EXCERPTED DATA
....
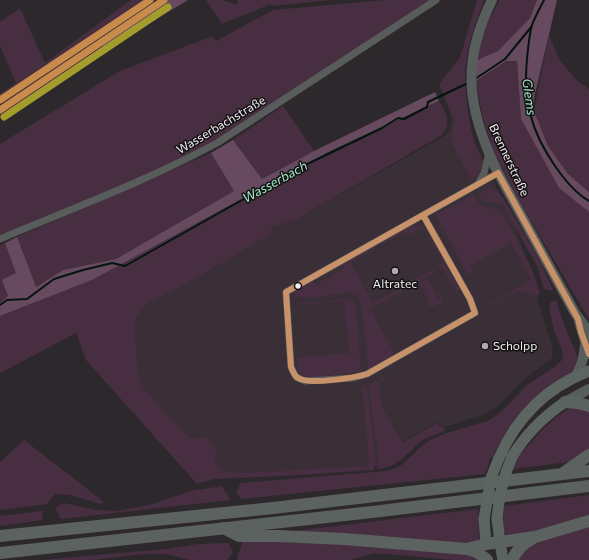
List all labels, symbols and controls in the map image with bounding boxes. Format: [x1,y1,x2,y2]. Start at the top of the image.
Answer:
water label: Glems [519,78,539,116]
street label: Wasserbachstraße [174,93,268,157]
street label: Brennerstraße [486,122,532,198]
water label: Wasserbach [240,158,310,206]
marker: Altratec [390,266,400,276]
place label: Altratec [373,277,417,291]
unlabelled marker [293,281,303,291]
place label: Scholpp [493,339,537,353]
marker: Scholpp [480,341,490,351]

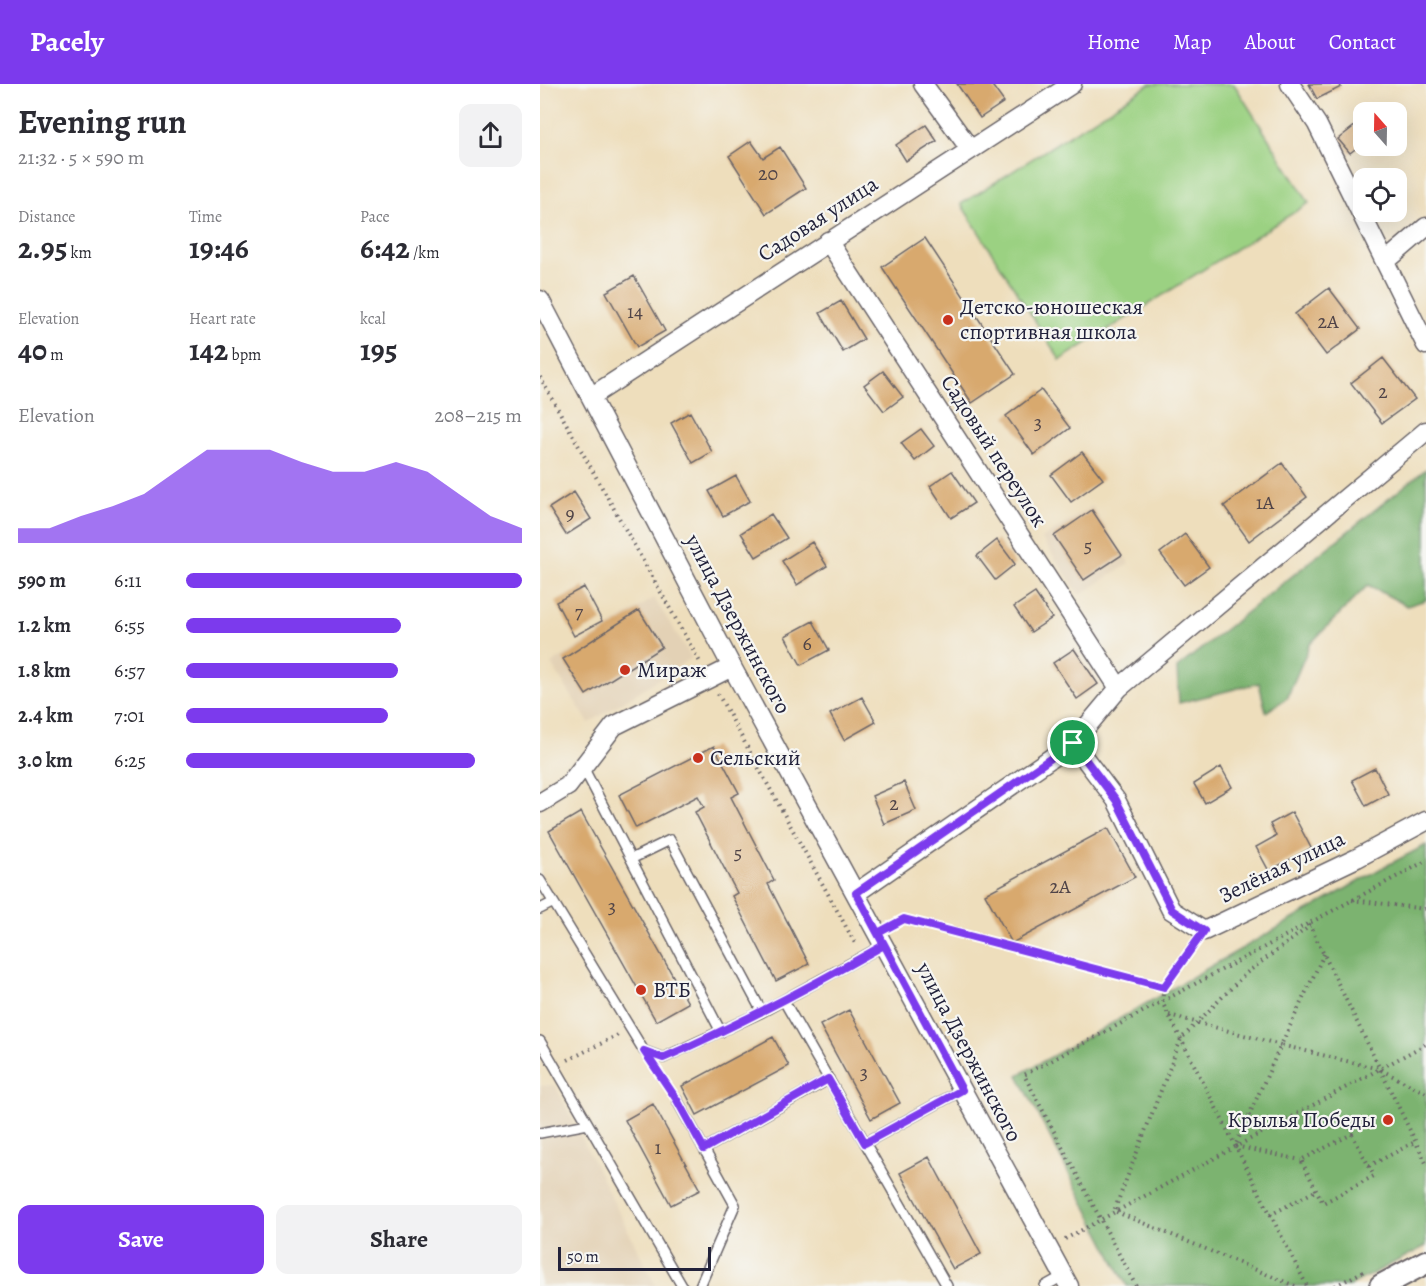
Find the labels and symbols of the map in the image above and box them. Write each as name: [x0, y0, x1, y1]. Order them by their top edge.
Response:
north arrow: [1353, 102, 1407, 156]
house number: 20: [758, 160, 778, 187]
street label: Садовая улица: [752, 168, 885, 269]
place label: Детско-юношеская спортивная школа: [960, 292, 1143, 347]
house number: 14: [627, 298, 643, 325]
house number: 2А: [1317, 308, 1339, 335]
marker: Детско-юношеская спортивная школа: [941, 313, 955, 327]
street label: Садовый переулок: [934, 369, 1054, 533]
house number: 2: [1378, 378, 1388, 405]
house number: 3: [1034, 409, 1042, 436]
house number: 1А: [1256, 489, 1275, 516]
house number: 9: [565, 500, 575, 527]
street label: улица Дзержинского: [677, 528, 798, 719]
house number: 5: [1084, 532, 1092, 559]
house number: 7: [575, 598, 584, 625]
house number: 6: [802, 630, 812, 657]
place label: Мираж: [637, 655, 707, 685]
marker: Мираж: [618, 663, 632, 677]
pin: [1047, 717, 1098, 768]
place label: Сельский: [710, 743, 801, 773]
marker: Сельский: [691, 751, 705, 765]
house number: 2: [889, 790, 899, 817]
street label: Зелёная улица: [1214, 823, 1351, 910]
house number: 5: [734, 839, 742, 866]
house number: 2А: [1049, 873, 1071, 900]
house number: 3: [608, 893, 616, 920]
street label: улица Дзержинского: [908, 956, 1029, 1147]
place label: ВТБ: [653, 975, 691, 1005]
marker: ВТБ: [634, 983, 648, 997]
house number: 3: [860, 1059, 868, 1086]
place label: Крылья Победы: [1227, 1105, 1376, 1135]
marker: Крылья Победы: [1381, 1113, 1395, 1127]
house number: 1: [655, 1134, 662, 1161]
scale bar: [558, 1244, 711, 1272]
....
EXERCISE BRIEF
Your answer must be the full listing, word for word, minus any images.

SOLUTION BELOW
List all labels, symbols and controls in the map image with bounding boxes. Format: [x1,y1,x2,y2]. Start at the top of the image.
Answer:
water label: Glems [519,78,539,116]
street label: Wasserbachstraße [174,93,268,157]
street label: Brennerstraße [486,122,532,198]
water label: Wasserbach [240,158,310,206]
marker: Altratec [390,266,400,276]
place label: Altratec [373,277,417,291]
unlabelled marker [293,281,303,291]
place label: Scholpp [493,339,537,353]
marker: Scholpp [480,341,490,351]

Find the labels and symbols of the map in the image above and box them. Write each as name: [x0, y0, x1, y1]. Order them by their top edge.
Response:
north arrow: [1353, 102, 1407, 156]
house number: 20: [758, 160, 778, 187]
street label: Садовая улица: [752, 168, 885, 269]
place label: Детско-юношеская спортивная школа: [960, 292, 1143, 347]
house number: 14: [627, 298, 643, 325]
house number: 2А: [1317, 308, 1339, 335]
marker: Детско-юношеская спортивная школа: [941, 313, 955, 327]
street label: Садовый переулок: [934, 369, 1054, 533]
house number: 2: [1378, 378, 1388, 405]
house number: 3: [1034, 409, 1042, 436]
house number: 1А: [1256, 489, 1275, 516]
house number: 9: [565, 500, 575, 527]
street label: улица Дзержинского: [677, 528, 798, 719]
house number: 5: [1084, 532, 1092, 559]
house number: 7: [575, 598, 584, 625]
house number: 6: [802, 630, 812, 657]
place label: Мираж: [637, 655, 707, 685]
marker: Мираж: [618, 663, 632, 677]
pin: [1047, 717, 1098, 768]
place label: Сельский: [710, 743, 801, 773]
marker: Сельский: [691, 751, 705, 765]
house number: 2: [889, 790, 899, 817]
street label: Зелёная улица: [1214, 823, 1351, 910]
house number: 5: [734, 839, 742, 866]
house number: 2А: [1049, 873, 1071, 900]
house number: 3: [608, 893, 616, 920]
street label: улица Дзержинского: [908, 956, 1029, 1147]
place label: ВТБ: [653, 975, 691, 1005]
marker: ВТБ: [634, 983, 648, 997]
house number: 3: [860, 1059, 868, 1086]
place label: Крылья Победы: [1227, 1105, 1376, 1135]
marker: Крылья Победы: [1381, 1113, 1395, 1127]
house number: 1: [655, 1134, 662, 1161]
scale bar: [558, 1244, 711, 1272]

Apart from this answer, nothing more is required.